The long-term objectives of the Immunology Boards are to elucidate the cellular and molecular mechanisms of the immune response and the pathogenesis of immunologic disorders and to pursue the areas of immunology that are needed to expedite vaccine development to prevent infectious diseases and new methods to treat and prevent immunologic diseases. The Boards are "unique" because basic immunology is essential to understanding the pathogenesis of immunologic and infectious diseases.

Guidelines

1. Molecular studies on the genetic organization of the lymphoid system including gene targeting and transgenes, and applications including gene knock-out and other strategies in transgenic mice to study immunity and disease model
2. Cellular and molecular studies of lymphocyte activation, proliferation, and differentiation with special reference to cytokines and their signalling mechanisms
3. Cellular, molecular, and immunogenetic approaches to T cell recognition and their repertoire selection
4. Cellular and molecular studies of the regulation of the immune response with special emphasis on pathogenesis for human autoimmune disease
5. Studies on the development of new and more effective methods for the diagnosis, treatment, and prevention of immune and infectious diseases including vaccine development
6. Mechanisms to support the interaction of immunologists and the exchange of information and material between the two countries.

Broad Goals

In 1981, the Joint Committee of the USJCMSP formed the Immunology Boards to elucidate the cellular and molecular mechanisms associated with the immune response and the pathogenesis of immunological disorders, to advance immunological research to expedite the development of vaccines to prevent infectious diseases and to examine the use of new methods to treat and prevent immunologic diseases.

During the past 5 years, Board members have carried out important studies in areas of immunologic research directly related to these goals. This includes research on the immunobiology of human and mouse hematopoietic stem cells; mechanisms that control the rearrangement of elements that compose the variable segments of immunoglobulin genes and the T-cell receptor; cellular and molecular roles of class II major histocompatibility antigens in autoimmune disease; molecular and cellular events in normal immune responses and the aberrations that result in diseases, especially autoimmune diseases; monoclonal antibodies and conjugated monoclonal antibodies as anti-tumor agents; molecular regulation of B-cell development; role and function of superantigens in disease states; and mechanisms and significance of antigen processing and presentation.

Progress/Accomplishments

During the past 5 years, the outstanding progress in immunology generated during the decade of the 80's has continued to accelerate and expand.

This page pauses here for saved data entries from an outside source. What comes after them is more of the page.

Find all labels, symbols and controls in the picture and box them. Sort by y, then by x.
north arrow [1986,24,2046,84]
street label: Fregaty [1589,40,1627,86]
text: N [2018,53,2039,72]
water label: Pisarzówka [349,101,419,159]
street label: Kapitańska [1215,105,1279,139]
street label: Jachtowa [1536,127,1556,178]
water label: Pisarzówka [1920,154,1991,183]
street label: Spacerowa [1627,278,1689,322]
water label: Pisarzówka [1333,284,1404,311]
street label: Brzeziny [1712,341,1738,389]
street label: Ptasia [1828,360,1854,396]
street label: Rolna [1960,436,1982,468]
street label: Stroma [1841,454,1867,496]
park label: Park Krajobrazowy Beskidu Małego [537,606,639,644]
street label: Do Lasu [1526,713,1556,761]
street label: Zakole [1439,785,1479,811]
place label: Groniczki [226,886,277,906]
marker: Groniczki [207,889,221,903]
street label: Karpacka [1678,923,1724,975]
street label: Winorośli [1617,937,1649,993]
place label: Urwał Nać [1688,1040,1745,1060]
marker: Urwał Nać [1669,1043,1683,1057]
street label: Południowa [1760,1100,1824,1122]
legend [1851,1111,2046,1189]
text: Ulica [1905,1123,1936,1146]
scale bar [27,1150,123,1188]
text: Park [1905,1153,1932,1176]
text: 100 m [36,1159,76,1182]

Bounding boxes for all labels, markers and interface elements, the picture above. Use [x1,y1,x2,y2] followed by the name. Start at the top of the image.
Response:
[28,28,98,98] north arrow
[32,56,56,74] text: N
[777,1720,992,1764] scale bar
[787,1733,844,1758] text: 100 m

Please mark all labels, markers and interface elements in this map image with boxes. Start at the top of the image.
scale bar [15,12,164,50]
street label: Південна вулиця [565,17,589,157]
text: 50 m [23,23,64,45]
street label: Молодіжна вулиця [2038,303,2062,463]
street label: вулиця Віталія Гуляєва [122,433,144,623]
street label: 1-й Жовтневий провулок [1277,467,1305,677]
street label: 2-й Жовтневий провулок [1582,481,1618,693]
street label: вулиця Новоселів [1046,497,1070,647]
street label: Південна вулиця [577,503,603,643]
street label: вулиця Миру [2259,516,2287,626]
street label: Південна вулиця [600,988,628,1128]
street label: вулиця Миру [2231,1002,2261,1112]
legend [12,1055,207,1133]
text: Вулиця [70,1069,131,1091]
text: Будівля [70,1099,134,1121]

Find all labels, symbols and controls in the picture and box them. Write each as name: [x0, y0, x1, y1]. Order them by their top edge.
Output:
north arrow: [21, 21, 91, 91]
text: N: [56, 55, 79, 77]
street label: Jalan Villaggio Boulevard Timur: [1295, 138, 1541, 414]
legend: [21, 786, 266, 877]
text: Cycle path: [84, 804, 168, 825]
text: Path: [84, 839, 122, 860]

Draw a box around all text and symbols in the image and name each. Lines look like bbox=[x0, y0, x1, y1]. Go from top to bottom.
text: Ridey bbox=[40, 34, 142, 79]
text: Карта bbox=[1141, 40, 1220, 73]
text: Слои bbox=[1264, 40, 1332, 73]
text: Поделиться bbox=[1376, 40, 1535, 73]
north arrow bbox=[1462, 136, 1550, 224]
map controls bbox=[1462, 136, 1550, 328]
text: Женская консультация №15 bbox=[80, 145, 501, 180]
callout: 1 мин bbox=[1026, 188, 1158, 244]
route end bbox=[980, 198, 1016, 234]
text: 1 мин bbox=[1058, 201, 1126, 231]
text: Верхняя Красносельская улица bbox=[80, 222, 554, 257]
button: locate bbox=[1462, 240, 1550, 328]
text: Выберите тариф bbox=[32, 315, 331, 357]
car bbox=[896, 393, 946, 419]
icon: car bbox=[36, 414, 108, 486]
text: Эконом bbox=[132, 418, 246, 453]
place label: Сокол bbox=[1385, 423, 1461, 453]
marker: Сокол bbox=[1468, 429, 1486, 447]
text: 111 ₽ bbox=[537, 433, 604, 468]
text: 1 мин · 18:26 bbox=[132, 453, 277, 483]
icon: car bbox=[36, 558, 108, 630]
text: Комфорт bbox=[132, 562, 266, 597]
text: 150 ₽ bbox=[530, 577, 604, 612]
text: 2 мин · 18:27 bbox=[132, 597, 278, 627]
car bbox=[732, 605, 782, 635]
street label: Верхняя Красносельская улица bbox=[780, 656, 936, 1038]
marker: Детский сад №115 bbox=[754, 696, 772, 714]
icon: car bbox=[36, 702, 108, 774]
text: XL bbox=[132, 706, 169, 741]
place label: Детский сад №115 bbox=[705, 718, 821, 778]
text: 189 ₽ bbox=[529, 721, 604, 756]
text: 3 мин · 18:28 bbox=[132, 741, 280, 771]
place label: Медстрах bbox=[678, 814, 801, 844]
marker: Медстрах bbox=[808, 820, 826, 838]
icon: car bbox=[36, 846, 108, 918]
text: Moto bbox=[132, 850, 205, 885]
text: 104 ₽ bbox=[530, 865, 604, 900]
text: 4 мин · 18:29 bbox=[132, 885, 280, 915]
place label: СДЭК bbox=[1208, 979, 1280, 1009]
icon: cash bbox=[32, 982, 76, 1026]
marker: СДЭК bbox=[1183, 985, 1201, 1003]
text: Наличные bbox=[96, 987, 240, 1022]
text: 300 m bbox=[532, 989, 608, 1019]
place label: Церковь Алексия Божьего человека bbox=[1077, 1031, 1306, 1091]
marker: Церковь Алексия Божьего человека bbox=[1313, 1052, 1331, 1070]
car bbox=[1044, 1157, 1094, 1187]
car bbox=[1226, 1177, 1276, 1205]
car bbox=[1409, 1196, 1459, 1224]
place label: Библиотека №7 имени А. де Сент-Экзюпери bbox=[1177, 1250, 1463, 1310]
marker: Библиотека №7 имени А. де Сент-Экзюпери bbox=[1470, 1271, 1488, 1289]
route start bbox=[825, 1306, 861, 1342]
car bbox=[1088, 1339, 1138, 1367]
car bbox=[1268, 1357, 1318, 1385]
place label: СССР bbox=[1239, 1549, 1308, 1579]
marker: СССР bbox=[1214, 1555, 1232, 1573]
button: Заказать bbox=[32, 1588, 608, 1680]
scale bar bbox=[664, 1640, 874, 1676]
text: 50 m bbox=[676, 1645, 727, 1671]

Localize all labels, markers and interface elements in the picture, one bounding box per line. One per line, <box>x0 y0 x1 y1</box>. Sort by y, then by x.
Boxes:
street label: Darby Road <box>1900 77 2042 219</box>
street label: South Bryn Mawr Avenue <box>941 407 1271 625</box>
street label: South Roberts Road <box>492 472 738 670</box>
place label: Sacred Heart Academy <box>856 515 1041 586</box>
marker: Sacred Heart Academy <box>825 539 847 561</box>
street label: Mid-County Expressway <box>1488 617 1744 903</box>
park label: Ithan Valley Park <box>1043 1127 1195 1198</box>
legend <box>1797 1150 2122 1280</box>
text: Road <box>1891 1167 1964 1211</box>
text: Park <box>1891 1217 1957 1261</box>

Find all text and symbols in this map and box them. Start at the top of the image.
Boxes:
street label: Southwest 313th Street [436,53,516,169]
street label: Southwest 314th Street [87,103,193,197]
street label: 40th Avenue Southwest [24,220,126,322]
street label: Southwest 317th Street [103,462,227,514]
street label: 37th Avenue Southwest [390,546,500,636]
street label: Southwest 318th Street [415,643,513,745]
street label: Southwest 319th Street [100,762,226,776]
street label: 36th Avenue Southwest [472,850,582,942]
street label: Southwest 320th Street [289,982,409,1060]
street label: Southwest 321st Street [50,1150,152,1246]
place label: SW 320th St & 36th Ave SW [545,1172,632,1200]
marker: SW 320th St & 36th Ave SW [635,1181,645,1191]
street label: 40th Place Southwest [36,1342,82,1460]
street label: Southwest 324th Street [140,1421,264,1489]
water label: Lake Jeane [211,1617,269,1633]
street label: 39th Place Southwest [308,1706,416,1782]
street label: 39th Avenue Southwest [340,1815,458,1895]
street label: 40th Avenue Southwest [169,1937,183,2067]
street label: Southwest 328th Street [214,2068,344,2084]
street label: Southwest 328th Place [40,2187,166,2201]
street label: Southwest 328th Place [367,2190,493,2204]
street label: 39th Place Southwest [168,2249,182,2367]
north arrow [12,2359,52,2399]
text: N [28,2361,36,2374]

This progress has been most gratifying as it has led us ever closer to the goal of applying basic knowledge directly to the diagnosis, treatment, and prevention of infectious and immunologic diseases. Building on significant research advances and new technology development that have allowed us to determine gene structure and to grow immune cells in vitro, researchers have applied powerful new molecular and genetic techniques to the development of new strains of transgenic animals and to the ablation of specific genes (gene knockouts) to advance our understanding of immune function. The promise of previous years has been fulfilled by the acquisition of a wealth of critical information on the proliferation of cytokines that interact with each other in a complex way to promote the differentiation and activation of immune cells, the sequencing and fine detail of molecules, central to delineating immune structure and regulation, and the linkage between antigen processing and recognition, molecular control, and the role of the HLA complex in the disease processes, particularly autoimmune disease. Moreover, the past 5 years have seen major advances in elucidating the complex molecular cascades that comprise the molecular signalling through which immune cells communicate, an improved understanding of an old problem, namely, immune tolerance and the role of defective signalling in anergy, and an understanding of the role of oncogenes in apoptosis.

Members of the Immunology Boards have been at the forefront of many of these exciting new advances.

Studies on Hematopoietic Stem Cells (HSC)

A number of in vitro and in vivo assays and advanced cell sorter techniques have been used to demonstrate that isolated HSC in mice represent a very rare subset (less than 1/2000) of the hematopoietic cells in fetal liver and adult bone marrow cells. These HSC have been isolated to study mechanisms of self-renewal and differentiation, to define their response and differentia-tion patterns to growth factors, and to examine their role in bone-marrow transplantation across genetic/immunologic barriers. Using the SCID-hu mouse model, human HSC have been isolated and found to have a frequency in human fetal bone marrow similar to that of mouse HSC. Moreover, these HSC comprise a very heterogeneous population. Resting HSC are best able to self-renew, lack all blood cell lineage markers on their surface, and give rise to sustained reconstitution. HSC that give rise to short-term multilineage repopulation are characterized by a specific set of differentiation markers. The addition of two cytokines, CSF (colony stimulating factor) and GM-CSF (granulocyte monocyte-colony stimulating factor), results in the mobilization of HSC from bone-marrow to the blood. In thymic development, fetal HSC gives rise to both fetal and adult outcomes, whereas adult HSC only gives rise to adult outcomes when both are tested in fetal thymic microenvironments.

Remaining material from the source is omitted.